Ahhhh, this is the exact kind of video I love. I love playing UT2004 on my out of date Thinkpad T42. Something about how optimized the game is just feels special.
I played the demo on my dads T42 back in the day. I was hooked after that
holy shit when you showed components i got such a nostalgia trip.... damn
Still visually stunning... I'm with you in the fact that this game solidified my passion for PC gaming. 🤘🔥🔥
Just announced that UT3 is gonna be free for everyone. Makes me wish they would have just re-released this one instead! Great video, i miss my old computer now lol
Thank you for making this video man thoroughly enjoyed it! Subscribed
Such convenient timing with regards to your upload as I was contemplating reinstalling this just yesterday. Cheers.
My favorite game ever made. Ton of mods.
i live for these types of builds - subbed!
Same!
I appreciate the support!
Just found your channel m8! already subscribed! looking forward to see how you grow! this video already blew off!!!
2004 I had no idea it had a re release or massive update. I hammered this 1999/2000. Absolutely amazing game. Deck 16 is probably one of the most fluid and flowing death match levels I've ever played across many games in the last 20 odd years 😄
there this game type called tam. it will blow your mind
the mad onslaught stutter at the start of the round really brings back memories
Yeah, this is more true to my experience back then, than those videos with everything overpowered today.

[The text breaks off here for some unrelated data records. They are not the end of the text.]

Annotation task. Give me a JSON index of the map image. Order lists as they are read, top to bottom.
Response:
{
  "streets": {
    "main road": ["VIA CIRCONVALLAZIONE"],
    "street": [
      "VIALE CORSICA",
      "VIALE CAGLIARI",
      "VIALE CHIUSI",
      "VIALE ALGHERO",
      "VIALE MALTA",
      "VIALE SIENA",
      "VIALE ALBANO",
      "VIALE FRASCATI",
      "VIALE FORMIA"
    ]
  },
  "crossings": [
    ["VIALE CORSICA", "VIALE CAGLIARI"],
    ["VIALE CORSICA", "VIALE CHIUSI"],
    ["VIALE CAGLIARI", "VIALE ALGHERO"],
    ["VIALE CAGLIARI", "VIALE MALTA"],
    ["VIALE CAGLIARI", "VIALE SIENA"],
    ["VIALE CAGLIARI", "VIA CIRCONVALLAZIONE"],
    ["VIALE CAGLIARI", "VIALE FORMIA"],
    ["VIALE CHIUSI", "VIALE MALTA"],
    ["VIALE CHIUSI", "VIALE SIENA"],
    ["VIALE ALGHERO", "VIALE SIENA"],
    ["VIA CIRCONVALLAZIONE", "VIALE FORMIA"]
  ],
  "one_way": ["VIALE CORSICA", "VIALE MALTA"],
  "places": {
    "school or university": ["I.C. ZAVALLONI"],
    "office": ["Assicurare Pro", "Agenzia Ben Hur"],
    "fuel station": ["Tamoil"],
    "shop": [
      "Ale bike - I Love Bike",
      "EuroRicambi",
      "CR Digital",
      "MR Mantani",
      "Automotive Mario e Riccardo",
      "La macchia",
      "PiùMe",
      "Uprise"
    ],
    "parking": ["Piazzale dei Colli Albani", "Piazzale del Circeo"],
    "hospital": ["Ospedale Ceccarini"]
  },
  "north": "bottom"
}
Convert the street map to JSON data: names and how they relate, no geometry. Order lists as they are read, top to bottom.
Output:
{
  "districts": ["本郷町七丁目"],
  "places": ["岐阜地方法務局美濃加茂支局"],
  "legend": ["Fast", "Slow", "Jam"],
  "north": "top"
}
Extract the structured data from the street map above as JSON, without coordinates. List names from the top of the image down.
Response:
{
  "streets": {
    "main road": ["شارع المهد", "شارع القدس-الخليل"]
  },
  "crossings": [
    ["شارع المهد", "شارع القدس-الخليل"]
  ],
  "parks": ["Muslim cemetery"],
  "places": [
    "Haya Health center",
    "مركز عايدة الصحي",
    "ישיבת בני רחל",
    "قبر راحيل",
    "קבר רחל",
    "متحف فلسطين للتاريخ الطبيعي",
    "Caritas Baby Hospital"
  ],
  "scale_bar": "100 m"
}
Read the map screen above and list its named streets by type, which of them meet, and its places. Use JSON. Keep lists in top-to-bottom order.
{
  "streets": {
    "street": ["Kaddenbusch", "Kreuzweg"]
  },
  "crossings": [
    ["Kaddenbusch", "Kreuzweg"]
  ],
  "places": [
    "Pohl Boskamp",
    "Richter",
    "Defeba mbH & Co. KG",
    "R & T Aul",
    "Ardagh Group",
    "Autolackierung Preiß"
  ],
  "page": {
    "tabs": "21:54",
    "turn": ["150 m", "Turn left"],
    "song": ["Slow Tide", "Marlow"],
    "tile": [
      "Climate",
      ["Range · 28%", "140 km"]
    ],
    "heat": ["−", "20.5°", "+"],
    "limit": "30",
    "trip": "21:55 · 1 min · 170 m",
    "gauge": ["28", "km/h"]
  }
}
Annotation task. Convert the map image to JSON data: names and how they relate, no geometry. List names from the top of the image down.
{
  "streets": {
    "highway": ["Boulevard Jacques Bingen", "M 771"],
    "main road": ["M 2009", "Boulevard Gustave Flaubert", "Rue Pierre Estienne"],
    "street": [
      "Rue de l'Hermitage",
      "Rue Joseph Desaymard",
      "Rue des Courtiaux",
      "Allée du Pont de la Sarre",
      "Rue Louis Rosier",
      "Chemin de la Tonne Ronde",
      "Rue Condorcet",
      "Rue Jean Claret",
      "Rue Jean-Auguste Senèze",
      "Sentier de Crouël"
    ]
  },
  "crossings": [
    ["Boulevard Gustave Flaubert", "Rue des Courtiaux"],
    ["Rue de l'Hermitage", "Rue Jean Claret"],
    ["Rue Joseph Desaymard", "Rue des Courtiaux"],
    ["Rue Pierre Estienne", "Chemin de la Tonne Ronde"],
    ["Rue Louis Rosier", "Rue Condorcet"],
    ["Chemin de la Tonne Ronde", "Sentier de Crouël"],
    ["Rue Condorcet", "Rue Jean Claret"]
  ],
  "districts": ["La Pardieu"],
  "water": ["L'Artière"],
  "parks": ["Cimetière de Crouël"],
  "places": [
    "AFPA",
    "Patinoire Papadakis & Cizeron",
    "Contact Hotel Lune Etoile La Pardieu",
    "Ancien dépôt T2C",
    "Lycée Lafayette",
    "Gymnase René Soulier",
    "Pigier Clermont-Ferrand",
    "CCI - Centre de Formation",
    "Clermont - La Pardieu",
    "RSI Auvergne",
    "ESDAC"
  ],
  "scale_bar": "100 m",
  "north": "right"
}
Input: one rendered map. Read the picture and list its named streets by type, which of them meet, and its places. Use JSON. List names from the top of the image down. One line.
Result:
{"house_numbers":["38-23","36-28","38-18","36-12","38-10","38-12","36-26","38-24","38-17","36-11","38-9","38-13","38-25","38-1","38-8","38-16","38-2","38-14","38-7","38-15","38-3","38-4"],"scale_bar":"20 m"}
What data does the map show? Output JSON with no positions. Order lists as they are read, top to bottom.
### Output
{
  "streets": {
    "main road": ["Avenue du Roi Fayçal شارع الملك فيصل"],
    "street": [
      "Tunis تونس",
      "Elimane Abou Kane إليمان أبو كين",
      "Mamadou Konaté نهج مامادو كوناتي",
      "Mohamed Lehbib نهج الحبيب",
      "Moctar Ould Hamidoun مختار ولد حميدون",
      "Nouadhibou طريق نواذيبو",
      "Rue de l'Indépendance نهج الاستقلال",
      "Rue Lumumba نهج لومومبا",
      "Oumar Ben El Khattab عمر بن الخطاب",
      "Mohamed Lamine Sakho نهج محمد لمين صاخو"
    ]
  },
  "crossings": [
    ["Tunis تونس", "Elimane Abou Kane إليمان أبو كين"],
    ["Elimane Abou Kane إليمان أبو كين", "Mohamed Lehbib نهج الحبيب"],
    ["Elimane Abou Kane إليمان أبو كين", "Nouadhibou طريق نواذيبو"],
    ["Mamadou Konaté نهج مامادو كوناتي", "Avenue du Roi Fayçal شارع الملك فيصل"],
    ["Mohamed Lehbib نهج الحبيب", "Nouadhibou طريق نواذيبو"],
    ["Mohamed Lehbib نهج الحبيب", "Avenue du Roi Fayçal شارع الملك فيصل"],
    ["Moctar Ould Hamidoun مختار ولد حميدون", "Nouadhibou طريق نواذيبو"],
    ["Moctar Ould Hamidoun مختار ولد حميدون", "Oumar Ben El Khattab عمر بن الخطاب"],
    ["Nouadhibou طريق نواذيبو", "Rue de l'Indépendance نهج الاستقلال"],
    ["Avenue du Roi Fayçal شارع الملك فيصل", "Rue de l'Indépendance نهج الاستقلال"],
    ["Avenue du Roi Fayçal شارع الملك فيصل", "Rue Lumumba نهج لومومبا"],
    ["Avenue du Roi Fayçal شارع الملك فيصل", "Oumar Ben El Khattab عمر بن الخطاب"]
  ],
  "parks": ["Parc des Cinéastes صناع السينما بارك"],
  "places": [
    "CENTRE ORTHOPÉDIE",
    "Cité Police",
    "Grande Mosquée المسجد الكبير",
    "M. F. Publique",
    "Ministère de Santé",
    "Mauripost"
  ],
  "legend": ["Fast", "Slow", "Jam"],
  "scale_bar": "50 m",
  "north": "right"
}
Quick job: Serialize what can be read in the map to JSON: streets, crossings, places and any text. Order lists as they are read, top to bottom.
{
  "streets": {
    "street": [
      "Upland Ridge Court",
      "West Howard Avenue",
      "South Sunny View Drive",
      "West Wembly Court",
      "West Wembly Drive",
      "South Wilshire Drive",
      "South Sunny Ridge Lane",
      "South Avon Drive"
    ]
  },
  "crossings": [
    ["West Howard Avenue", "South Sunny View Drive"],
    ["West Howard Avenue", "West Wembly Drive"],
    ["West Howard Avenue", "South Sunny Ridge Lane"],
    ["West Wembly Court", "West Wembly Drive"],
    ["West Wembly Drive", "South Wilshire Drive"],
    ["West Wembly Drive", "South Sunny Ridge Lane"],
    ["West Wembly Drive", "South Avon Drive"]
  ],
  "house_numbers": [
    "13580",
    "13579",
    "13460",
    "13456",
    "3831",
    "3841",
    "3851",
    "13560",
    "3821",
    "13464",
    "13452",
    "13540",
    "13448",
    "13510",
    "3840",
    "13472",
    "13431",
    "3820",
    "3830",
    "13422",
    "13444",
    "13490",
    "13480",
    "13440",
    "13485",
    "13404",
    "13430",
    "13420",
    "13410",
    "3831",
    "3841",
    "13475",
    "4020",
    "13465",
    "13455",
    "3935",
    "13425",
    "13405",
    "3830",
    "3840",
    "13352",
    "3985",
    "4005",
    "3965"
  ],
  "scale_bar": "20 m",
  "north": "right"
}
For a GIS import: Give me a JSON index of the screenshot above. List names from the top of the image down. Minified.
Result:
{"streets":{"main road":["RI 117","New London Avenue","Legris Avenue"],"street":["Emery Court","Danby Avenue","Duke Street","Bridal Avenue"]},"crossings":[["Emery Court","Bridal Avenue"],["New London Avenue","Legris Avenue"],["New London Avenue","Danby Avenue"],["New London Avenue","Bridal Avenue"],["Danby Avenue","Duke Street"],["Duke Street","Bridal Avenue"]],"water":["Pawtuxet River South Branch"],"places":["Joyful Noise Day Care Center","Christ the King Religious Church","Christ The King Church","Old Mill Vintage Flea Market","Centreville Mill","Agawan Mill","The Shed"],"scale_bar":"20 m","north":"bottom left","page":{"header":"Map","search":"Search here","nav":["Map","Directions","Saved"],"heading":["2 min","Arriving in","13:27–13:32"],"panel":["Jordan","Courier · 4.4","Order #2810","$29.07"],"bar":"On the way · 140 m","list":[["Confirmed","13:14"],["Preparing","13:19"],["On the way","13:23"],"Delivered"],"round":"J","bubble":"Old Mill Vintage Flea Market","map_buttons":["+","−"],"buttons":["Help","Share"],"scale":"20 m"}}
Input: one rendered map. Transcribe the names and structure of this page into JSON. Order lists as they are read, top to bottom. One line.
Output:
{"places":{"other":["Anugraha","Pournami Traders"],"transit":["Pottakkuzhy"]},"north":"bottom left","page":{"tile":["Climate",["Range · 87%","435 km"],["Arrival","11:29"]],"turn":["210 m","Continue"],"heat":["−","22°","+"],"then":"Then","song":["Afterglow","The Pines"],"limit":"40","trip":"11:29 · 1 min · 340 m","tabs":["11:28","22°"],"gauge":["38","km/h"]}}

Thx!
Great memories of this game. It needs a higher end P4 or an Athlon 64 if you want to play 32 player games with no hitches. I remember trying a top end Athlon xp 3200 and the game was still very CPU bound. Moved up to a socket 754 system and the difference was staggering.
Yeah, feels like it isn't the GPU that is the issue. I have a very similar retro setup, but with 256 MB RAM and a Geforce 3 and it still stutters.
Putting in a nice Tualatin and upping the RAM would help his setup.
my fav game, cool stuff, cool lore, awesome music, a lot of mods, great community and so fun!
HW mounting AND a trip to the ancient times of hassling Bios and installing Win98? Subbed.
Hearing "Blue power node under attack" unlocked the deepest nostalgia for me. I never even had the full version, I played UT2004 demo for YEARS
Amazing vid! I love when small creators like you pop up on my recommended!
Thank you for the support!
This was awesome. I'd love to see more custom classic builds to try out classic PC games.
this is a great video man, brings me wave after wave of nostalgia. keep up the good work!
Thanks for the support!
Still better than fortnite.
Absolutely.
Better than any multiplayer shooter
@@ME262MKI It's up there.
That's true.
Unreal Tournament Still Cancelled Soz
So I noticed something. I know that there are some pixel shaders used in ut2004 but are ignored if you don't have hardware support for those effects. The GPU I used to play ut2k4 on was an Intel 82865g, a 96MB internal GPU on the family PC, a dell dimension 3000.
One of the shaders used was on the shock rifle, that little purple glass area generally has a bit of transparency to it which dulls out after firing, returning to purple when it is ready for another shot. It looks like under the hardware acceleration it is opaque, showing that the card doesn't have shaders.. but under software rendering it looks partially transparent from what I can see.
I still remember playing the ut2004 demo from a software cd. I also had the pentium 3 1000mhz back then with a GeForce FX 5200.
hey man I never played 2004 UT, only '99, but I remember my older bro being crazy about it. Personally I'm not that into it, but it is very enjoyable to soak in your passion for the whole vibe.
Really cool video idea- congrats on blowing up :P
Thank you for the support!
Just seeing the 6 pci slots stirs mental juices. Even back then, it was uncalled for, spacing accounted. You had video (agp) sound & ethernet if not integrated. Good stuff 😊 Source a tnt2 or geforce 256 & youre set. That mx is half the bandwidth at 64.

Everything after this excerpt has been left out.